Task instructions ::
Reproduce every entry that follows word for word, but omit the images.

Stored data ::
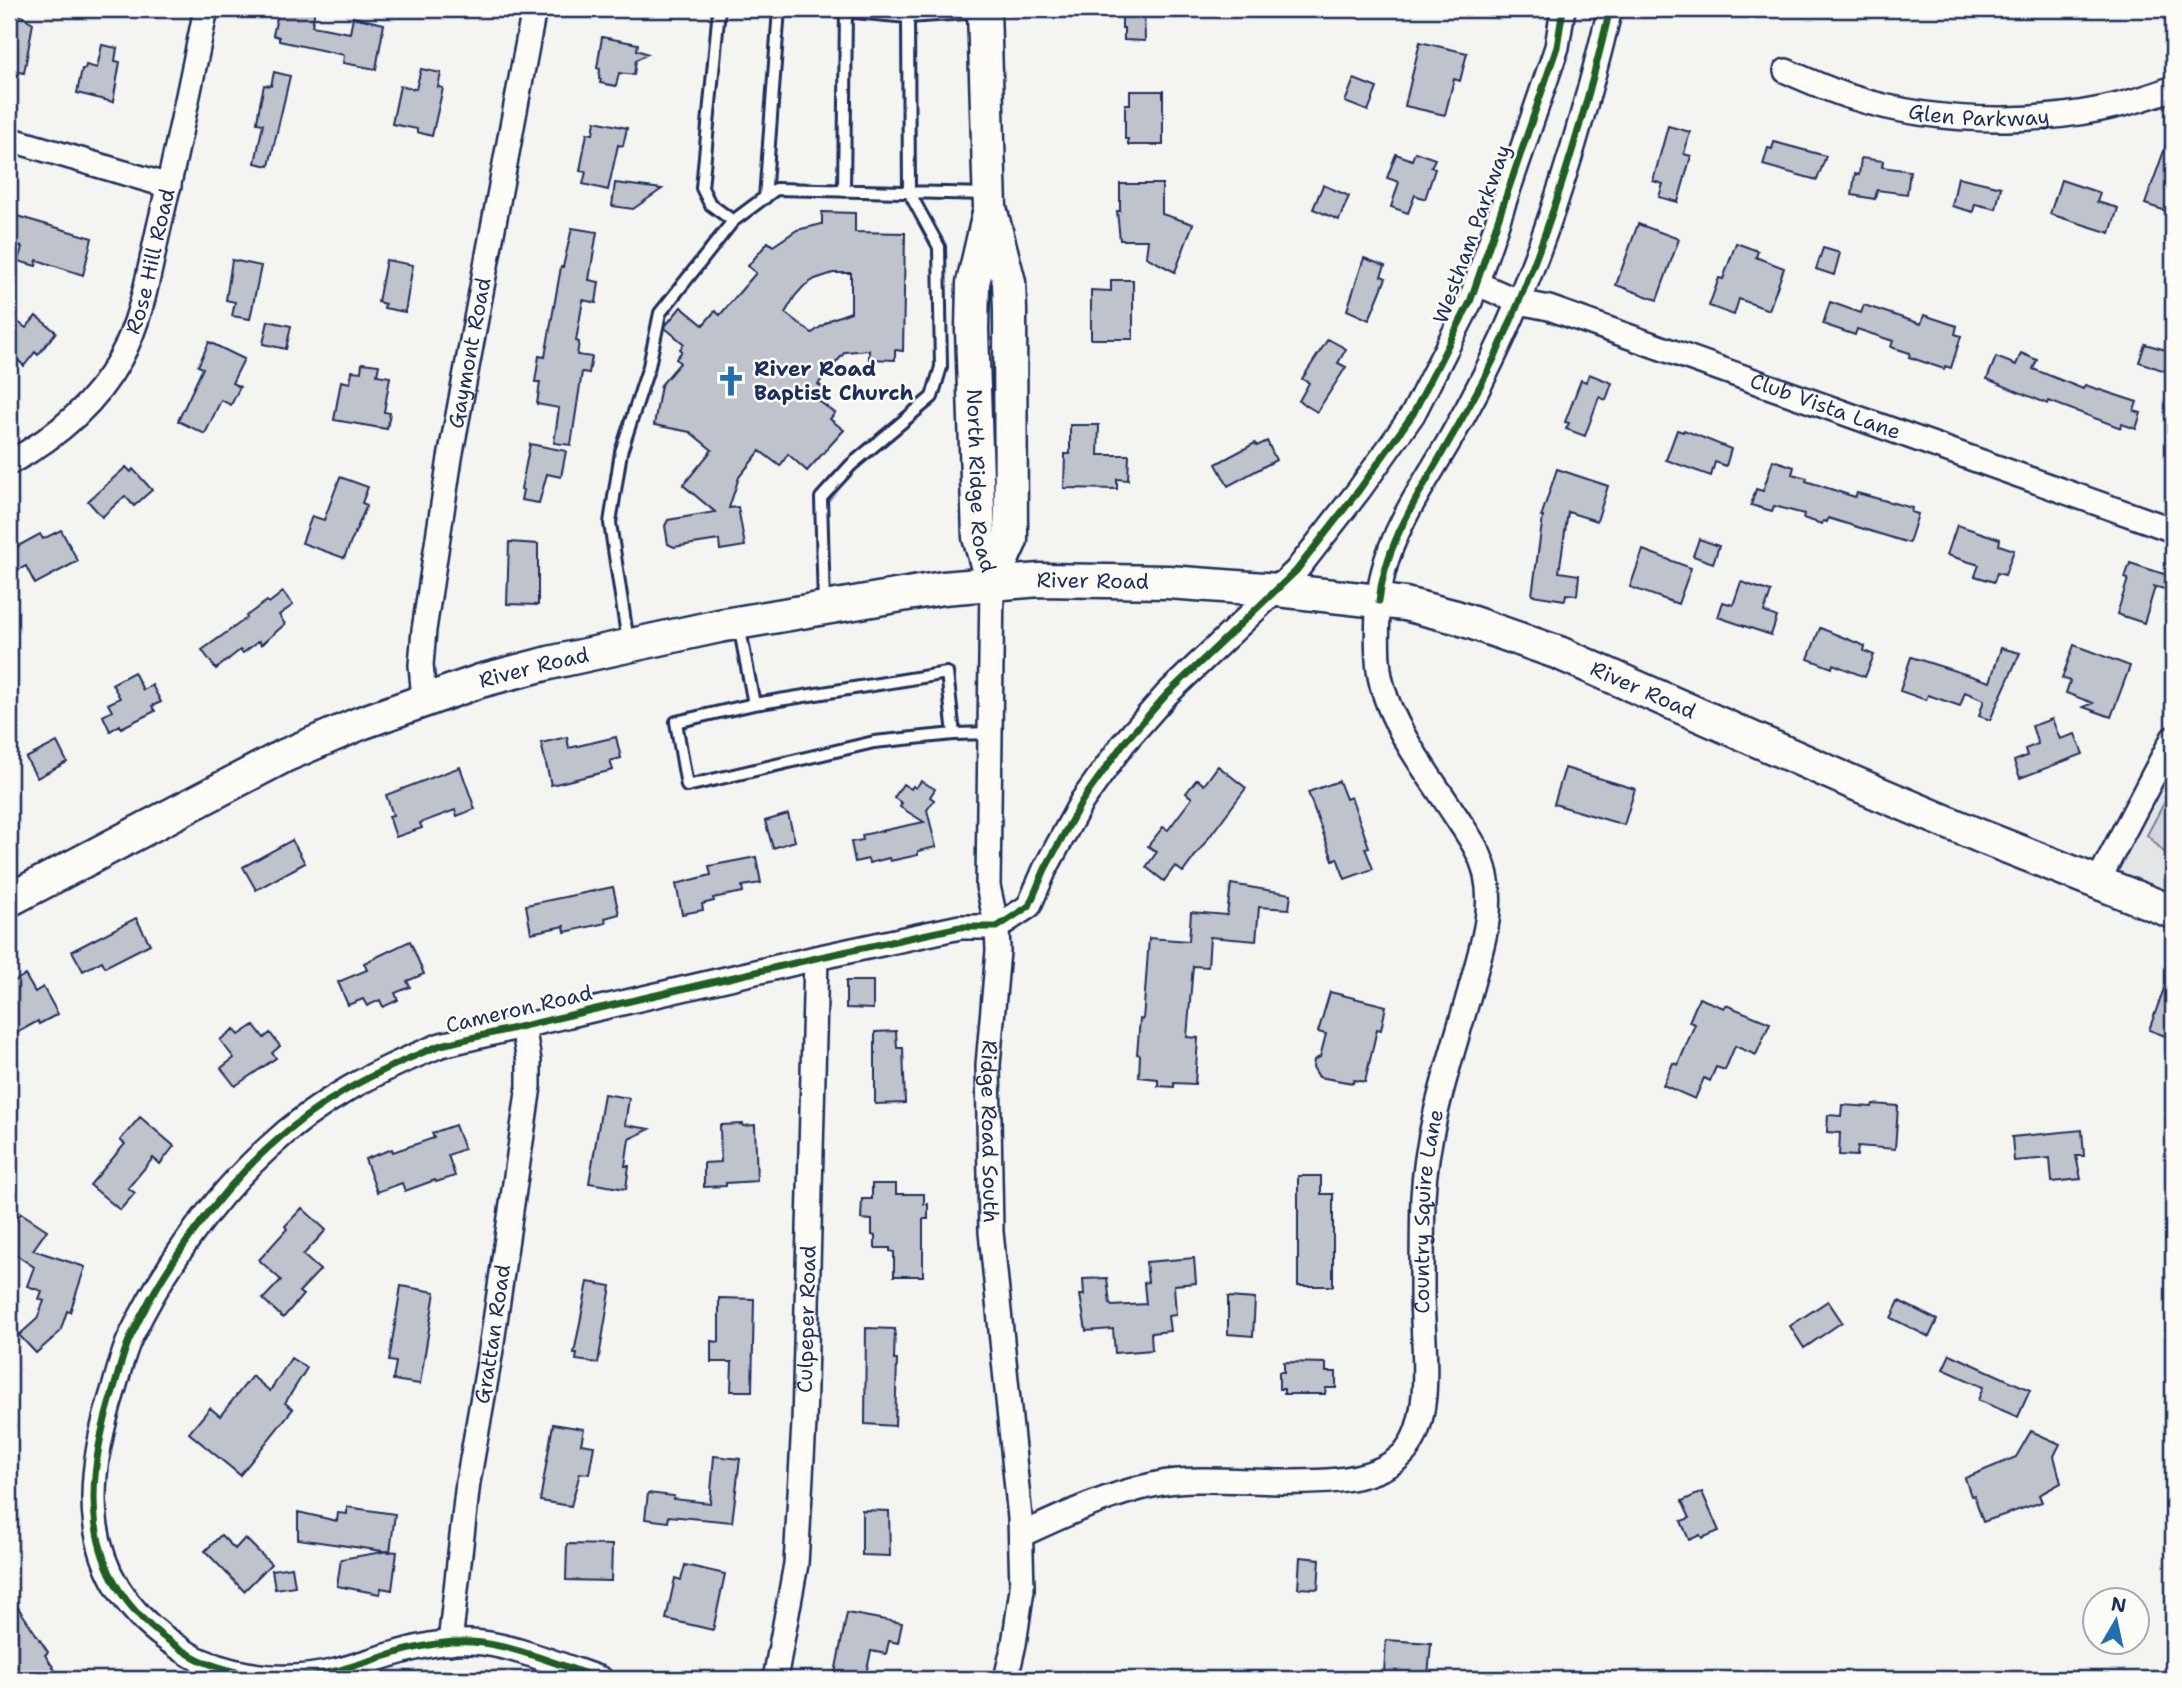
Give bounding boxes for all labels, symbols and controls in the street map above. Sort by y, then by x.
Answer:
street label: Glen Parkway [1906,97,2051,133]
street label: Westham Parkway [1427,141,1517,327]
street label: Rose Hill Road [119,186,181,338]
street label: Gaymont Road [442,275,497,431]
place label: River Road Baptist Church [754,355,914,407]
church icon: River Road Baptist Church [714,364,748,398]
street label: Club Vista Lane [1746,367,1905,446]
street label: North Ridge Road [960,388,1003,576]
street label: River Road [1036,566,1149,596]
street label: River Road [476,641,592,695]
street label: River Road [1586,655,1700,726]
street label: Cameron Road [443,979,595,1039]
street label: Ridge Road South [974,1039,1005,1223]
street label: Country Squire Lane [1408,1106,1450,1314]
street label: Culpeper Road [791,1245,823,1393]
street label: Grattan Road [468,1263,517,1406]
north arrow [2080,1586,2150,1656]
text: N [2109,1591,2128,1618]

Answer section ::
Give bounding boxes for all labels, symbols and controls in the street map above. Sort by y, then by x.
Answer:
street label: Glen Parkway [1906,97,2051,133]
street label: Westham Parkway [1427,141,1517,327]
street label: Rose Hill Road [119,186,181,338]
street label: Gaymont Road [442,275,497,431]
place label: River Road Baptist Church [754,355,914,407]
church icon: River Road Baptist Church [714,364,748,398]
street label: Club Vista Lane [1746,367,1905,446]
street label: North Ridge Road [960,388,1003,576]
street label: River Road [1036,566,1149,596]
street label: River Road [476,641,592,695]
street label: River Road [1586,655,1700,726]
street label: Cameron Road [443,979,595,1039]
street label: Ridge Road South [974,1039,1005,1223]
street label: Country Squire Lane [1408,1106,1450,1314]
street label: Culpeper Road [791,1245,823,1393]
street label: Grattan Road [468,1263,517,1406]
north arrow [2080,1586,2150,1656]
text: N [2109,1591,2128,1618]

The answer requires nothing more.